Work in R with very large data set - r

I am working with a very large data set which I am downloading from an Oracle data base. The Data frame has about 21 millions rows and 15 columns.
My OS is windows xp (32-bit), I have 2GB RAM. Short-term I cannot upgrade my RAM or my OS (it is at work, it will take months before I get a decent pc).
library(RODBC)
sqlQuery(Channel1,"Select * from table1",stringsAsFactor=FALSE)
I get here already stuck with the usual "Cannot allocate xMb to vector".
I found some suggestion about using the ff package. I would appreciate to know if anybody familiar with the ff package can tell me if it would help in my case.
Do you know another way to get around the memory problem?
Would a 64-bit solution help?
Thanks for your suggestions.

If you are working with package ff and have your data in SQL, you can easily get them in ff using package ETLUtils, see the documentation for an example when using ROracle.
In my experience, ff is perfectly suited for the type of dataset you are working with (21 Mio rows and 15 columns) - in fact your setup is kind of small to ff unless your columns contain a lot of character data which will be converted to factors (meaning all your factor levels should be able to fit in your RAM).
Packages ETLUtils, ff and the package ffbase allow you to get your data in R using ff and do some basic statistics on it. Depending on what you will do with your data, your hardware, you might have to consider sampling when you build models. I prefer having my data in R, building a model based on a sample and score using the tools in ff (like chunking) or from package ffbase.
The drawback is that you have to get used to the fact that your data are ffdf objects and that might take some time - especially if you are new to R.
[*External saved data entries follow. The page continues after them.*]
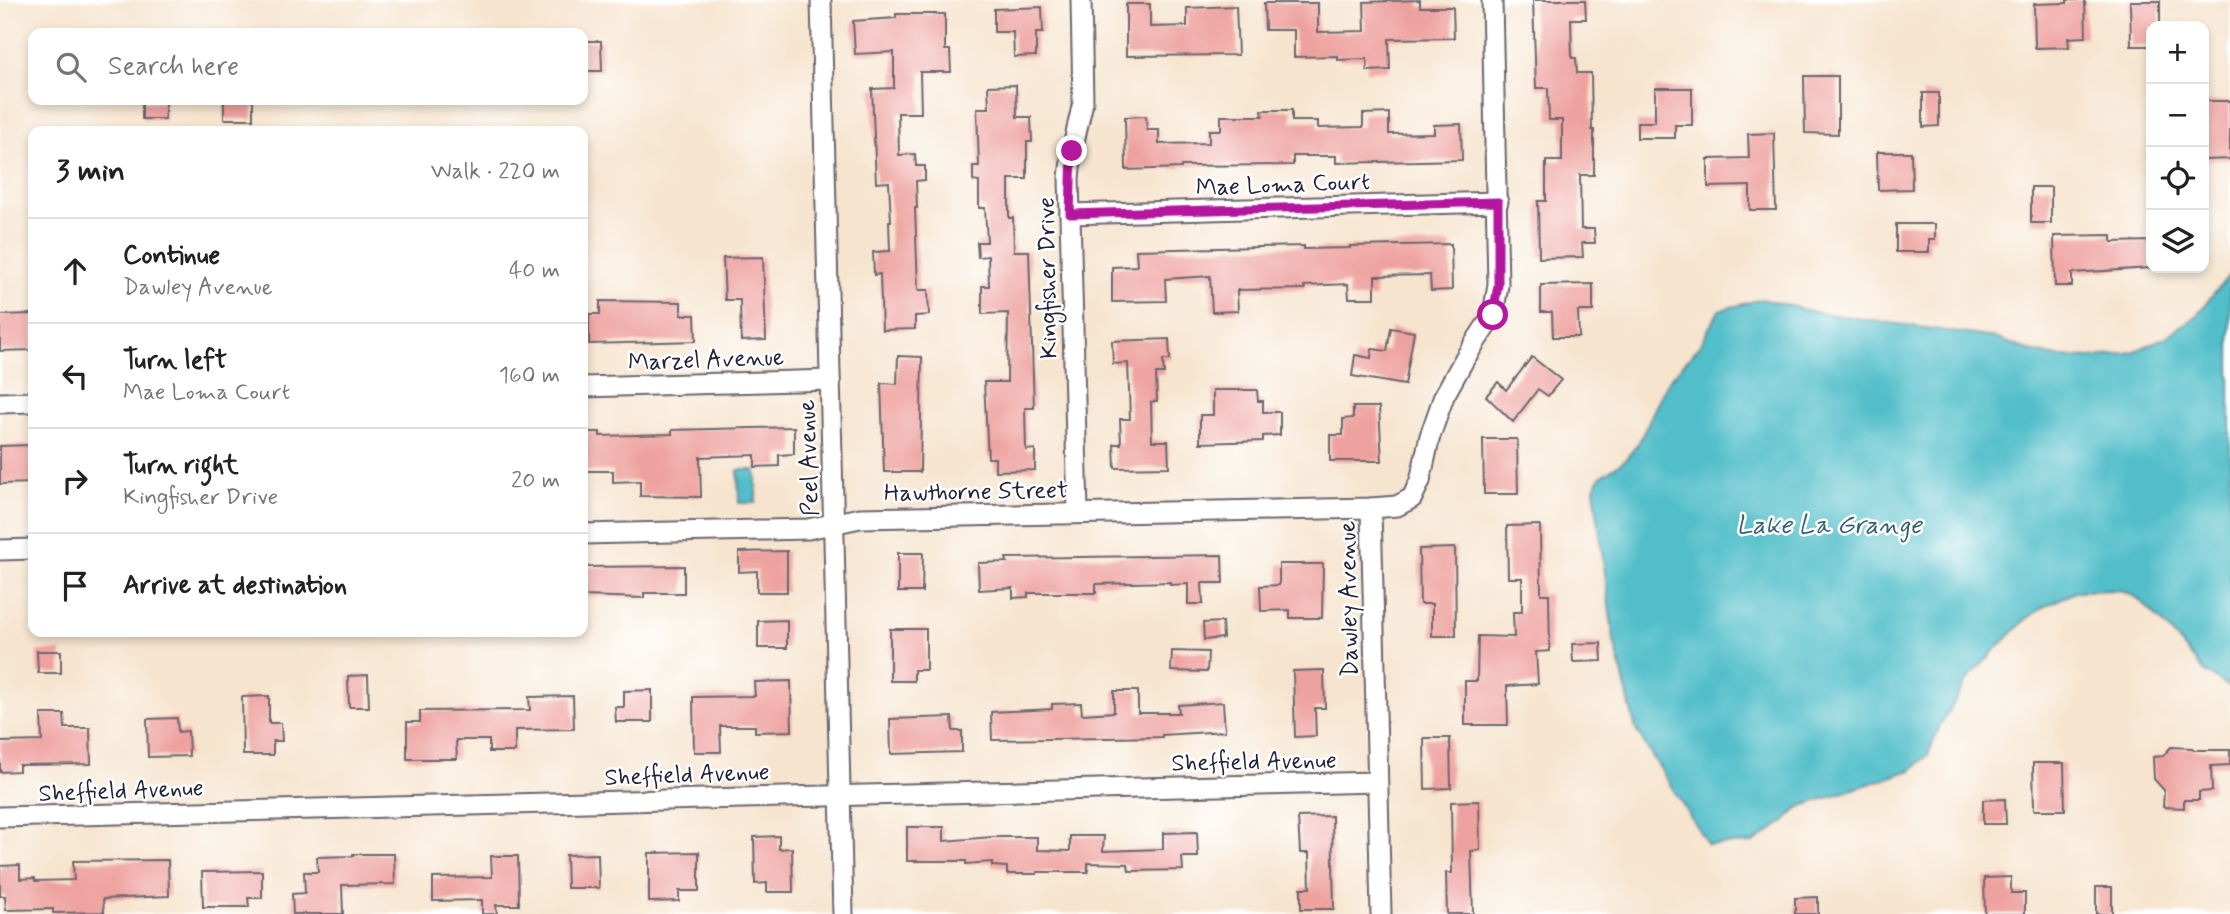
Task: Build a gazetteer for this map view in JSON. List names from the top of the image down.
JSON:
{
  "streets": {
    "street": [
      "Mae Loma Court",
      "Kingfisher Drive",
      "Marzel Avenue",
      "Peel Avenue",
      "Hawthorne Street",
      "Dawley Avenue",
      "Sheffield Avenue"
    ]
  },
  "crossings": [
    ["Mae Loma Court", "Kingfisher Drive"],
    ["Mae Loma Court", "Dawley Avenue"],
    ["Kingfisher Drive", "Hawthorne Street"],
    ["Marzel Avenue", "Peel Avenue"],
    ["Peel Avenue", "Hawthorne Street"],
    ["Peel Avenue", "Sheffield Avenue"],
    ["Hawthorne Street", "Dawley Avenue"],
    ["Dawley Avenue", "Sheffield Avenue"]
  ],
  "water": ["Lake La Grange"],
  "page": {
    "map_buttons": ["+", "−"],
    "search": "Search here",
    "heading": ["3 min", "Walk · 220 m"],
    "list": [
      ["Continue", "Dawley Avenue", "40 m"],
      ["Turn left", "Mae Loma Court", "160 m"],
      ["Turn right", "Kingfisher Drive", "20 m"],
      "Arrive at destination"
    ]
  }
}
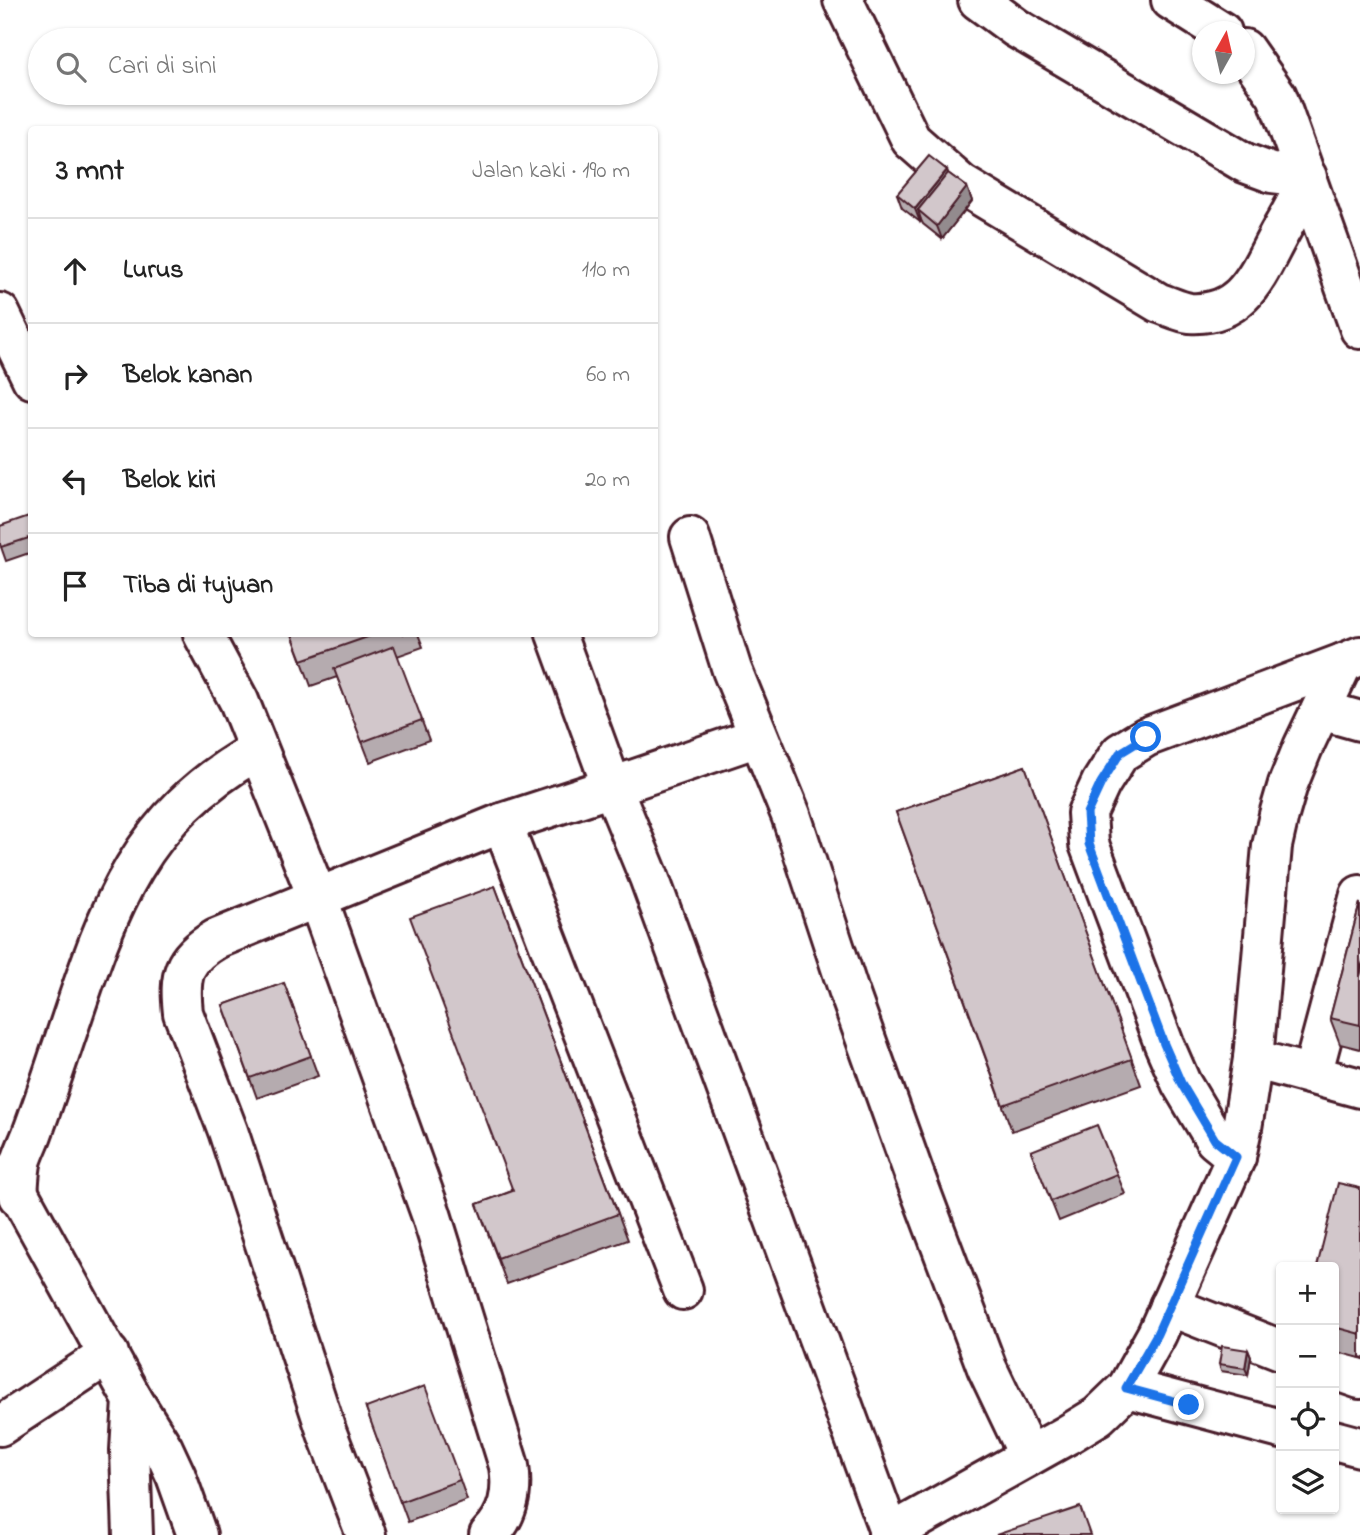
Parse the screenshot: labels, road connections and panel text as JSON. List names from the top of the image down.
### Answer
{
  "north": "top",
  "page": {
    "search": "Cari di sini",
    "heading": ["3 mnt", "Jalan kaki · 190 m"],
    "list": [
      ["Lurus", "110 m"],
      ["Belok kanan", "60 m"],
      ["Belok kiri", "20 m"],
      "Tiba di tujuan"
    ],
    "map_buttons": ["+", "−"]
  }
}
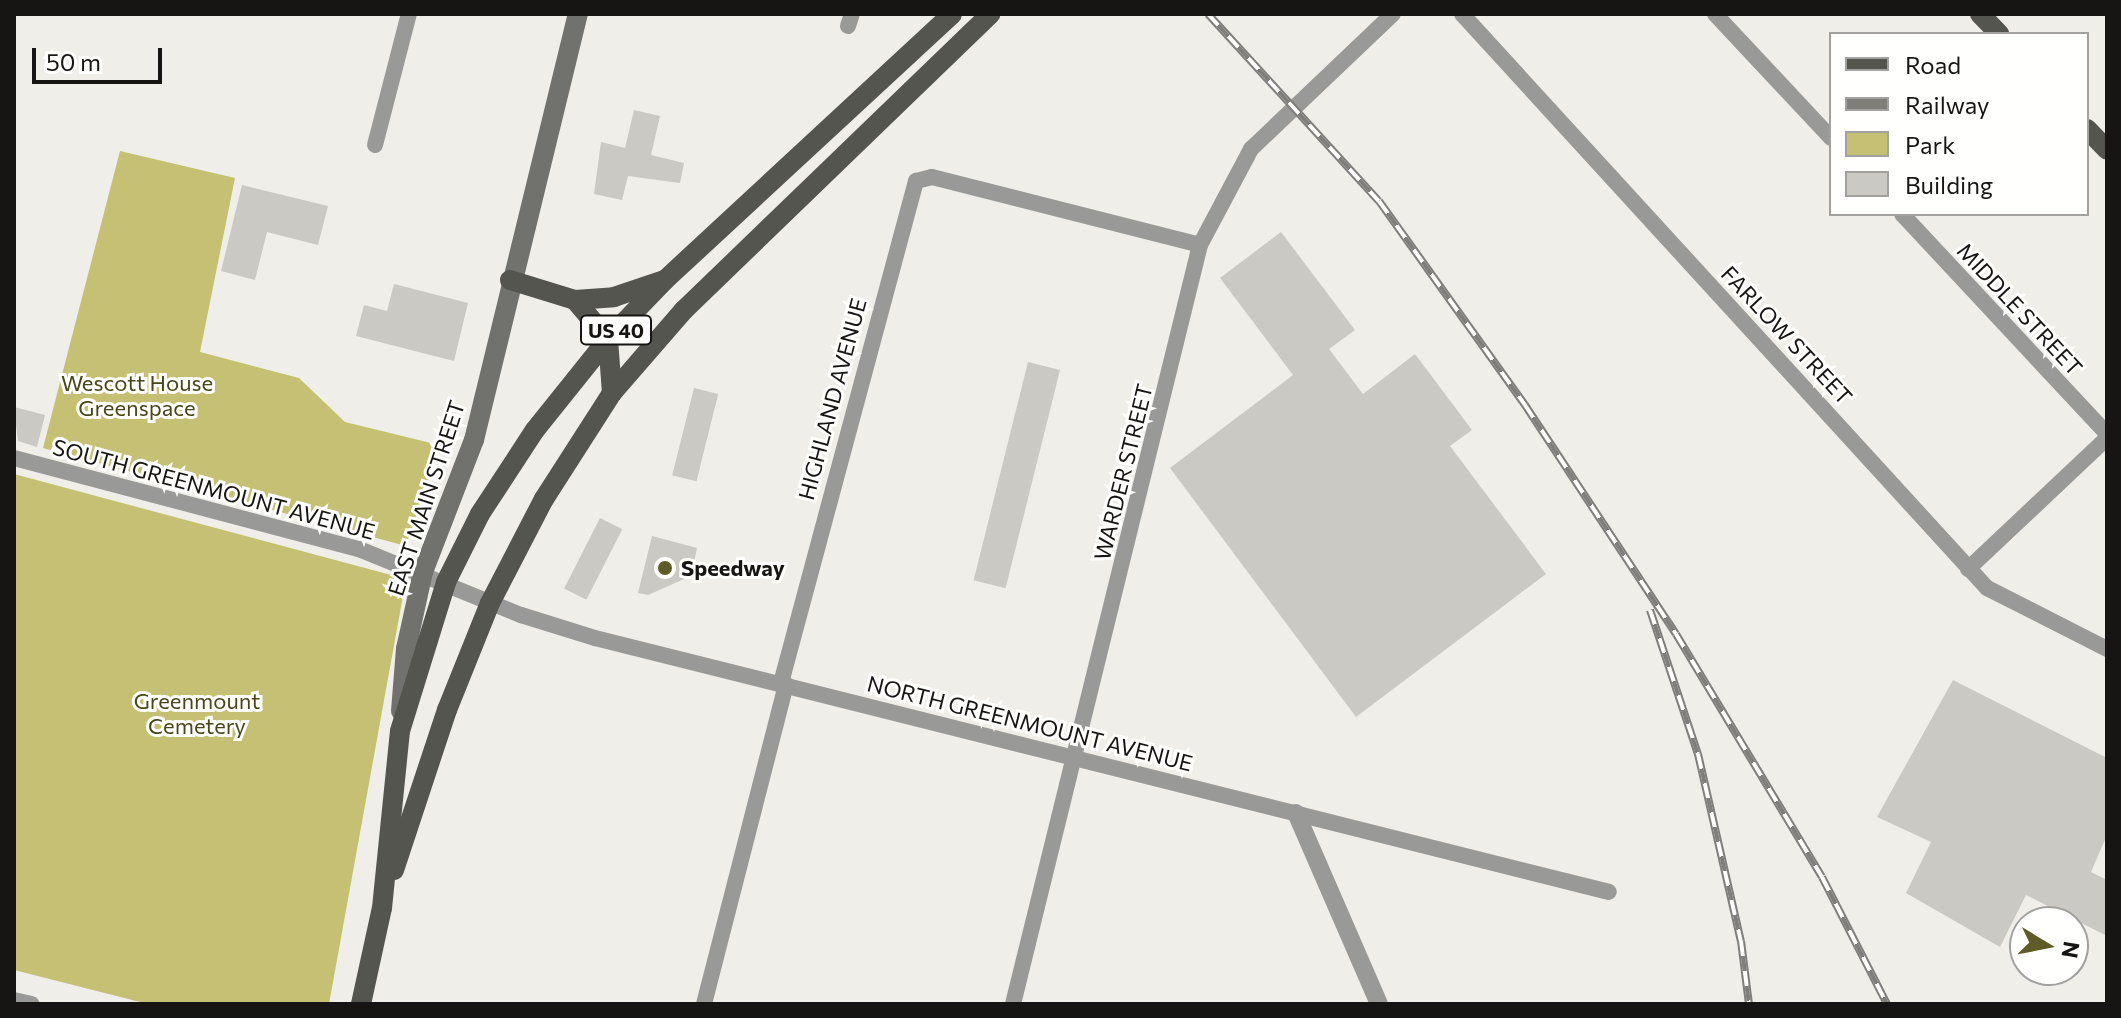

In my experience, processing your data in chunks can almost always help greatly in processing big data. For example, if you calculate a temporal mean only one timestep needs to be in memory at any given time. You already have your data in a database, so obtaining the subset is easy. Alternatively, if you cannot easily process in chunks, you could always try and take a subset of your data. Repeat the analysis a few times to see if your results are sensitive to which subset you take. The bottomline is that some smart thinking can get you a long way with 2 Gb of RAM. If you need more specific advice, you need to ask more specific questions.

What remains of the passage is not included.